» Instructions for the task
The entire listing below needs to be transcribed word for word.

» Dataset extract
______________________________

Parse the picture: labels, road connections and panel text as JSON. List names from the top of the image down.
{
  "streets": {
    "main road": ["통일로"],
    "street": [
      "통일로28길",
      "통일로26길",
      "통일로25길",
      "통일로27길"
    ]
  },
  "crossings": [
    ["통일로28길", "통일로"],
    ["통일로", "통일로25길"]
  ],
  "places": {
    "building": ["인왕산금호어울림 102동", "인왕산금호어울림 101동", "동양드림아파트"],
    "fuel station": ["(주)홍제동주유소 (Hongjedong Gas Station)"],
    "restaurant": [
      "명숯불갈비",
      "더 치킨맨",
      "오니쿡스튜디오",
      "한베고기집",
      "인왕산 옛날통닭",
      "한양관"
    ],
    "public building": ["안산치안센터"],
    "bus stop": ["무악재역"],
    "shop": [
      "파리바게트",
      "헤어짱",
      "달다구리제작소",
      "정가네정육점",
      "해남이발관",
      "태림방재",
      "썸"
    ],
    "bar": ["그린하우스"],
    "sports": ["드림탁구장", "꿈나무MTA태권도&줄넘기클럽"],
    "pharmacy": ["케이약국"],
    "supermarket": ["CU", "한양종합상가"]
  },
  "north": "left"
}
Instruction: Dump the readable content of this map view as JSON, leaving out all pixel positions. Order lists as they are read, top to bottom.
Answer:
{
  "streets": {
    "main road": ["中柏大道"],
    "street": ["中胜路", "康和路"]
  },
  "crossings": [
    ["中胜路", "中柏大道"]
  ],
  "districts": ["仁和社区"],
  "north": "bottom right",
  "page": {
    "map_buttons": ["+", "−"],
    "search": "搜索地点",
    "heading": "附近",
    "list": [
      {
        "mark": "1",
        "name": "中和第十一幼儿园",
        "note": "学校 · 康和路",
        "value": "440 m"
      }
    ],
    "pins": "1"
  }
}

______________________________

» Solution to this task
Parse the picture: labels, road connections and panel text as JSON. List names from the top of the image down.
{
  "streets": {
    "main road": ["통일로"],
    "street": [
      "통일로28길",
      "통일로26길",
      "통일로25길",
      "통일로27길"
    ]
  },
  "crossings": [
    ["통일로28길", "통일로"],
    ["통일로", "통일로25길"]
  ],
  "places": {
    "building": ["인왕산금호어울림 102동", "인왕산금호어울림 101동", "동양드림아파트"],
    "fuel station": ["(주)홍제동주유소 (Hongjedong Gas Station)"],
    "restaurant": [
      "명숯불갈비",
      "더 치킨맨",
      "오니쿡스튜디오",
      "한베고기집",
      "인왕산 옛날통닭",
      "한양관"
    ],
    "public building": ["안산치안센터"],
    "bus stop": ["무악재역"],
    "shop": [
      "파리바게트",
      "헤어짱",
      "달다구리제작소",
      "정가네정육점",
      "해남이발관",
      "태림방재",
      "썸"
    ],
    "bar": ["그린하우스"],
    "sports": ["드림탁구장", "꿈나무MTA태권도&줄넘기클럽"],
    "pharmacy": ["케이약국"],
    "supermarket": ["CU", "한양종합상가"]
  },
  "north": "left"
}
Instruction: Dump the readable content of this map view as JSON, leaving out all pixel positions. Order lists as they are read, top to bottom.
Answer:
{
  "streets": {
    "main road": ["中柏大道"],
    "street": ["中胜路", "康和路"]
  },
  "crossings": [
    ["中胜路", "中柏大道"]
  ],
  "districts": ["仁和社区"],
  "north": "bottom right",
  "page": {
    "map_buttons": ["+", "−"],
    "search": "搜索地点",
    "heading": "附近",
    "list": [
      {
        "mark": "1",
        "name": "中和第十一幼儿园",
        "note": "学校 · 康和路",
        "value": "440 m"
      }
    ],
    "pins": "1"
  }
}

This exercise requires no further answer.